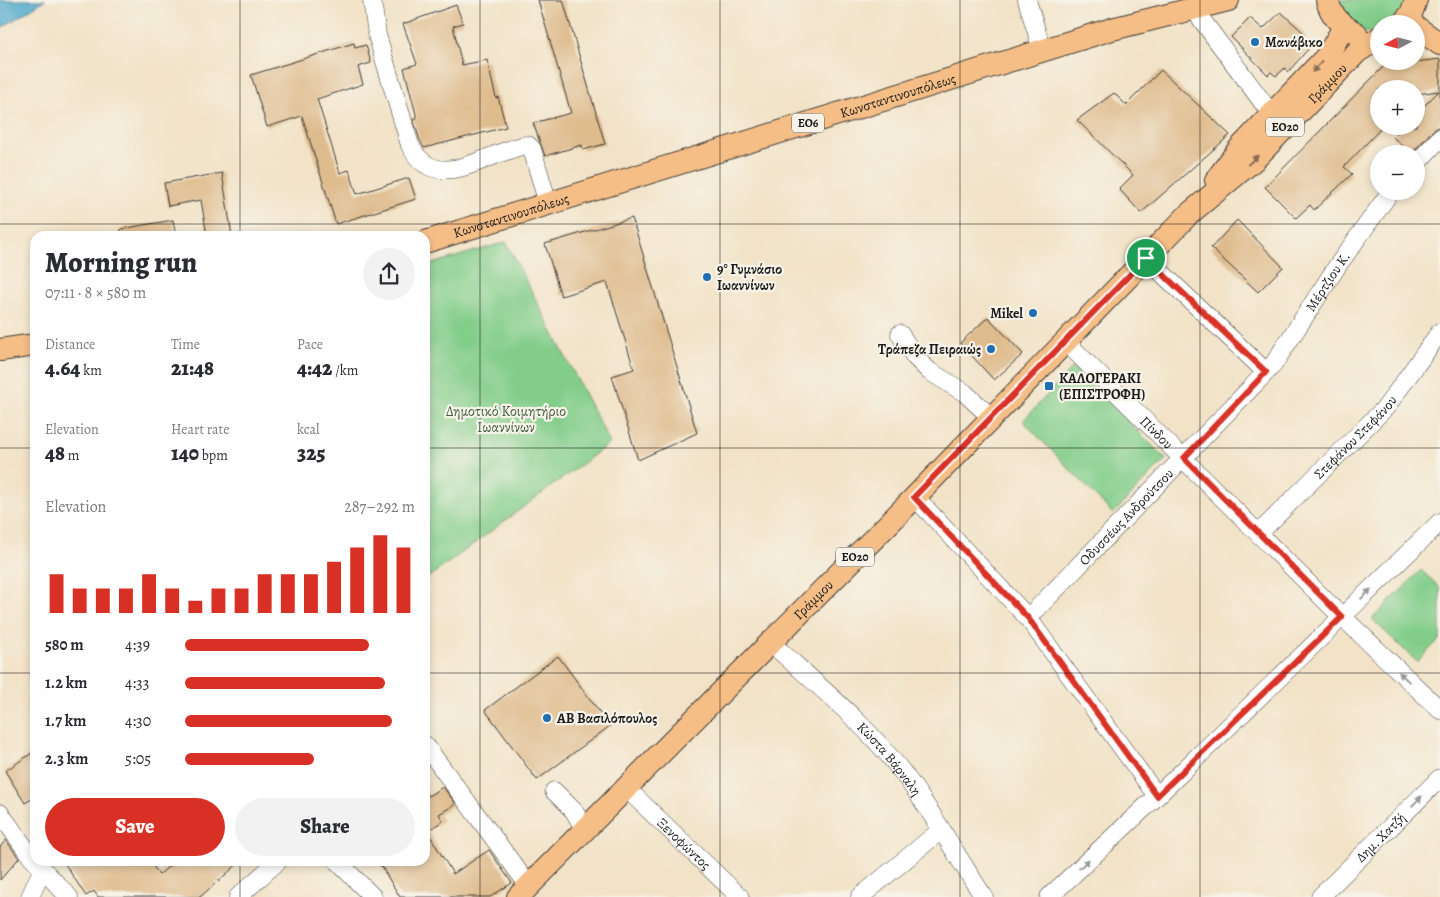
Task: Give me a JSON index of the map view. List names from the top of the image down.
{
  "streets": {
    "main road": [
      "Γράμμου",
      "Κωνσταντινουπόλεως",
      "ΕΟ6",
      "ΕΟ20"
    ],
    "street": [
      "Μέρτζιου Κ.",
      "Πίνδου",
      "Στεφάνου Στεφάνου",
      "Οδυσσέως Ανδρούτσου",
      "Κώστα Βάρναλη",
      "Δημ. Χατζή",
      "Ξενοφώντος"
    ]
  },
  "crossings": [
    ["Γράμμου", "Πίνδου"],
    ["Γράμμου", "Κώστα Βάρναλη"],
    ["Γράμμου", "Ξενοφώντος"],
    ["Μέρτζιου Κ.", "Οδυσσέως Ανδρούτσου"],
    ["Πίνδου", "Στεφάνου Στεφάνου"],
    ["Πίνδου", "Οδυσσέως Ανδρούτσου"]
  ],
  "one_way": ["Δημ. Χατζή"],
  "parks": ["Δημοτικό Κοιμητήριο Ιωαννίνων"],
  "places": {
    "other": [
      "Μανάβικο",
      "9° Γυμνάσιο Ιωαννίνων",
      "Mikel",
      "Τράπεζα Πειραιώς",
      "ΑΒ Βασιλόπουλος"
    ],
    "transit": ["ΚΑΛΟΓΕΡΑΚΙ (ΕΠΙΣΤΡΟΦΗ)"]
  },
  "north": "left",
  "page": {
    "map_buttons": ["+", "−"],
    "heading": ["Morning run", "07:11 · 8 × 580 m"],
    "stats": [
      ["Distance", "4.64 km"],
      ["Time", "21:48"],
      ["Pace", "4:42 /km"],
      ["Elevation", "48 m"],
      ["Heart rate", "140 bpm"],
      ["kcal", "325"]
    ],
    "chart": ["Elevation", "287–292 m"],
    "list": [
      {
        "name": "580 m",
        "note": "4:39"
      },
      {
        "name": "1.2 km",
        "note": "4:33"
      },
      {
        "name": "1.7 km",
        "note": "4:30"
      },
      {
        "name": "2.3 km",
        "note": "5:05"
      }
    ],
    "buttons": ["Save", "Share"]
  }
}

▶ Your task: Write out each line above containing "Ανδρούτσου".

▶ The completed task:
      "Οδυσσέως Ανδρούτσου",
    ["Μέρτζιου Κ.", "Οδυσσέως Ανδρούτσου"],
    ["Πίνδου", "Οδυσσέως Ανδρούτσου"]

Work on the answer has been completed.